One of his boldest ideas, a huge circular structure in a square, was realized only 200 years after his death at the Rose Air and Space Center at the American Museum of Natural History, which opened in 2000. That design was conceived by Todd Schliemann (who was at the firm then known as Polshek Partnership) and the execution was more centered and symmetrical than the Fulton Center. That, I believe, is the most direct precedent for the transit hub.

Sir Nicholas is already well known to New Yorkers, even if his name will not be immediately recognized. For it is his firm that designed, several years ago, much of the city’s new street furniture, especially those glassy bus-shelters and newsstands that approach ubiquity in the five boroughs. In these, as well as in many other projects, Sir Nicholas displays a powerful and original sense of Modernist design with a high level of craftsmanship all too rare even in New York in recent years.

It often happens that architectural firms specialize in one type of building over another. Sir Nicholas seems most interested in infrastructure, especially transportation buildings.
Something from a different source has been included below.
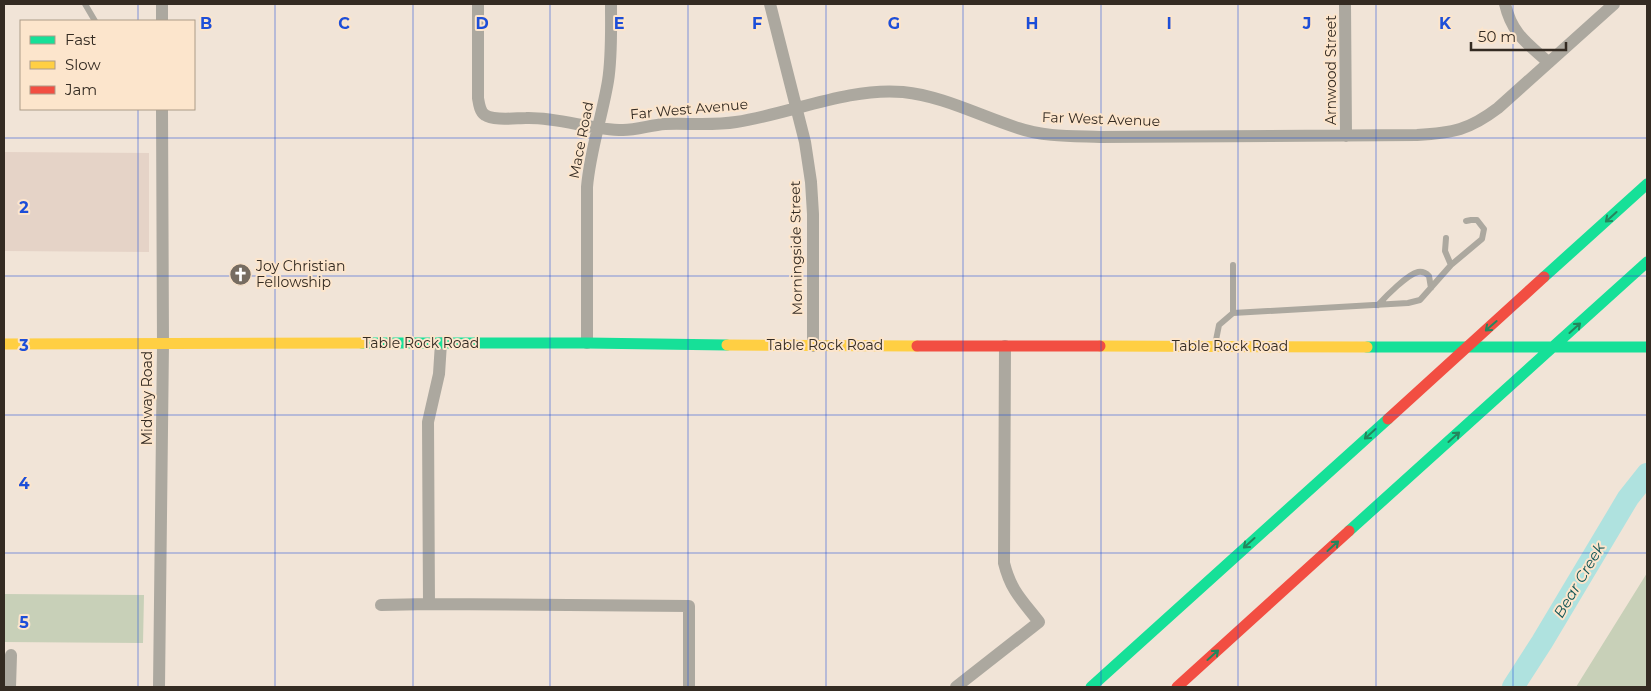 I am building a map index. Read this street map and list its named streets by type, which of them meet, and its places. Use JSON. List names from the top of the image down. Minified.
{"streets":{"main road":["Table Rock Road"],"street":["Arnwood Street","Far West Avenue","Mace Road","Morningside Street","Midway Road"]},"crossings":[["Arnwood Street","Far West Avenue"],["Far West Avenue","Mace Road"],["Far West Avenue","Morningside Street"],["Mace Road","Table Rock Road"],["Morningside Street","Table Rock Road"],["Table Rock Road","Midway Road"]],"water":["Bear Creek"],"places":{"church":["Joy Christian Fellowship"]},"legend":["Fast","Slow","Jam"],"scale_bar":"50 m","grid":{"columns":["B","C","D","E","F","G","H","I","J","K"],"rows":["2","3","4","5"]}}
Everything from Terminal 3 and Pier 4A at London’s Heathrow to the entirety of Pulkovo Airport in Saint Petersburg has come out of his workshop, not to mention a bus station in Bilbao, Spain, and the international terminal at London’s Waterloo train station.

In general, British architects have led the world recently in the quality and beauty of their contributions to infrastructure. It is good to know that, with the imminent completion of the Fulton Center, Manhattan will benefit from their highly developed skills in this area as well.